## EXERCISE AIM
Review the material line by line. Identify and copy every line that contains the string "lineWidth".

## RECORDED DATA
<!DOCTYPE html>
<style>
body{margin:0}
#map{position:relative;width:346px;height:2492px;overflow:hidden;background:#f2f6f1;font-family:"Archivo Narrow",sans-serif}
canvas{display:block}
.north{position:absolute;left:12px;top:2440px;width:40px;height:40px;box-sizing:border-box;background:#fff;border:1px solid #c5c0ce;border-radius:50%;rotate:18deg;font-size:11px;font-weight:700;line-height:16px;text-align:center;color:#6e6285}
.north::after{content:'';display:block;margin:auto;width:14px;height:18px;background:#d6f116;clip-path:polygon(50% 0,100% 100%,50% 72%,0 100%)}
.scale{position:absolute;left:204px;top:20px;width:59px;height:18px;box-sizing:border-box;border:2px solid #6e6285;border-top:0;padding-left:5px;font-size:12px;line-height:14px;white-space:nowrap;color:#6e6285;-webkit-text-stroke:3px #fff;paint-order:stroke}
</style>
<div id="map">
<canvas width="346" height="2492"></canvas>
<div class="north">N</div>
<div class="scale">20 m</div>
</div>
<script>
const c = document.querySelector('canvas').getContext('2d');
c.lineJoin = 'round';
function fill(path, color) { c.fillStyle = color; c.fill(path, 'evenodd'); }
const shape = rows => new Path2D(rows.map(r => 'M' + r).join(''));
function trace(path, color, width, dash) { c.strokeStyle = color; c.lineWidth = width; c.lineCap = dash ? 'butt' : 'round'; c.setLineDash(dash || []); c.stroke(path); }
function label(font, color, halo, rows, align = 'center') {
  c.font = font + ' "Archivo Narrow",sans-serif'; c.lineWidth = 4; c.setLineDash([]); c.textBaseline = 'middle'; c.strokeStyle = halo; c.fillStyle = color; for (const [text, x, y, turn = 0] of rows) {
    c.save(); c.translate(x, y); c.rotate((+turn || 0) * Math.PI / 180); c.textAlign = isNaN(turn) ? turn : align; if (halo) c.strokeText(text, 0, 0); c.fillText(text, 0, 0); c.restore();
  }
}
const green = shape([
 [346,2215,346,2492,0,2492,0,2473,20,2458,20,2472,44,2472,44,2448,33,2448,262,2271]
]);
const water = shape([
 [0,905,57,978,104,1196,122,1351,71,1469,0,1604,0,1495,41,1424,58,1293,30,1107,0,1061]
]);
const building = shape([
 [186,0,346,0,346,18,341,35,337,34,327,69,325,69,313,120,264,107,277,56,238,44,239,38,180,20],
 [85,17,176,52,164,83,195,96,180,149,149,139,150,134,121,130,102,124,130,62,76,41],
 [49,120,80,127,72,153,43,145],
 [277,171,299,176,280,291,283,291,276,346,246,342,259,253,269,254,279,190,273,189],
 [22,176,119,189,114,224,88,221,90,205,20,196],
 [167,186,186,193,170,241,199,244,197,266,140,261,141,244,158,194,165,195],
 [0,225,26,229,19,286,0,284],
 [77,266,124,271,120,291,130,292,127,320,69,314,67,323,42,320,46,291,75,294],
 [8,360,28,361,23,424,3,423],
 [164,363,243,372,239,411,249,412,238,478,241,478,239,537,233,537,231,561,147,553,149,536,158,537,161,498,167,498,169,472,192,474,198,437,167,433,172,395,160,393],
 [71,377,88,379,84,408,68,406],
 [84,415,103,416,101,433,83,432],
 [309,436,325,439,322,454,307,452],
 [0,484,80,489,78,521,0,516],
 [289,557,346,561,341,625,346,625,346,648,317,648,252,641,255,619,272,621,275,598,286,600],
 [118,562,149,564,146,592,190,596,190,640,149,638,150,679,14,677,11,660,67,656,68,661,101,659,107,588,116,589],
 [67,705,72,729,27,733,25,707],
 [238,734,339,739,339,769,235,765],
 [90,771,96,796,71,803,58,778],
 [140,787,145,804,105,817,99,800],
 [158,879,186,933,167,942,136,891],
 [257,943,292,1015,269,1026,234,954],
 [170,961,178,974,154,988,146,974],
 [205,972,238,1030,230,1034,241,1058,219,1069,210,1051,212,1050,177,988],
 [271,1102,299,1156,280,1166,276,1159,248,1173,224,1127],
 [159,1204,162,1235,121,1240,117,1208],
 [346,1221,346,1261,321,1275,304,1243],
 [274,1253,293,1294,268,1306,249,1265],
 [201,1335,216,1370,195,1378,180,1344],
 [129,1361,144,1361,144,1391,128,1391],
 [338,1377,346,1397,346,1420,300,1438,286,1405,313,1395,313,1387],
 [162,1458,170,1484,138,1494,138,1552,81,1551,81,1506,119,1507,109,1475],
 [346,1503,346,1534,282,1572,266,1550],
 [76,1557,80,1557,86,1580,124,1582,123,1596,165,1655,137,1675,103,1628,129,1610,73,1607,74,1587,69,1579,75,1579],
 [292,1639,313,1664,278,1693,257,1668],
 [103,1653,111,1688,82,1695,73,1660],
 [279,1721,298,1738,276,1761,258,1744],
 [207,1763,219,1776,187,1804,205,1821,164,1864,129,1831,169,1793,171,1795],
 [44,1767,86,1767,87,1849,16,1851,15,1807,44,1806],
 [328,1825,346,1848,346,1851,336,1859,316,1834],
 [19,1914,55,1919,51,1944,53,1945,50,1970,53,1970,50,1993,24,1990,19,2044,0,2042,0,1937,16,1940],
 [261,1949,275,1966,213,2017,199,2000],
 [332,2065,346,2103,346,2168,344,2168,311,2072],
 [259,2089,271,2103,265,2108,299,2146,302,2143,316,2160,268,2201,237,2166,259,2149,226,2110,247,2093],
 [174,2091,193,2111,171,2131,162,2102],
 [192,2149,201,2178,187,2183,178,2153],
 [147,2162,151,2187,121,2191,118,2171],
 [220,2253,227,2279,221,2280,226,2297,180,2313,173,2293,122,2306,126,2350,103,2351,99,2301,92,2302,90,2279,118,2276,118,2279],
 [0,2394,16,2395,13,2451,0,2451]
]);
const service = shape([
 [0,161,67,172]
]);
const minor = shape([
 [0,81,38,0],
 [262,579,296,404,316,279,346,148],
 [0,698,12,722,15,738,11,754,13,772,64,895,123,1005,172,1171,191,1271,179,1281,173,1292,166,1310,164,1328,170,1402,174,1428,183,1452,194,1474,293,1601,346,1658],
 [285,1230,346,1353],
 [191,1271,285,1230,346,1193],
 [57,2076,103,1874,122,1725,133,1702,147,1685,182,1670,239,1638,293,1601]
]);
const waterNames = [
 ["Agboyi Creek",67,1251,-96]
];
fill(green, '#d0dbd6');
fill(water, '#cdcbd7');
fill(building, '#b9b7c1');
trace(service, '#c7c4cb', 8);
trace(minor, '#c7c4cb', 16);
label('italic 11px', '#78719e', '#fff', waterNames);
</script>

## EXERCISE OUTPUT
function trace(path, color, width, dash) { c.strokeStyle = color; c.lineWidth = width; c.lineCap = dash ? 'butt' : 'round'; c.setLineDash(dash || []); c.stroke(path); }
  c.font = font + ' "Archivo Narrow",sans-serif'; c.lineWidth = 4; c.setLineDash([]); c.textBaseline = 'middle'; c.strokeStyle = halo; c.fillStyle = color; for (const [text, x, y, turn = 0] of rows) {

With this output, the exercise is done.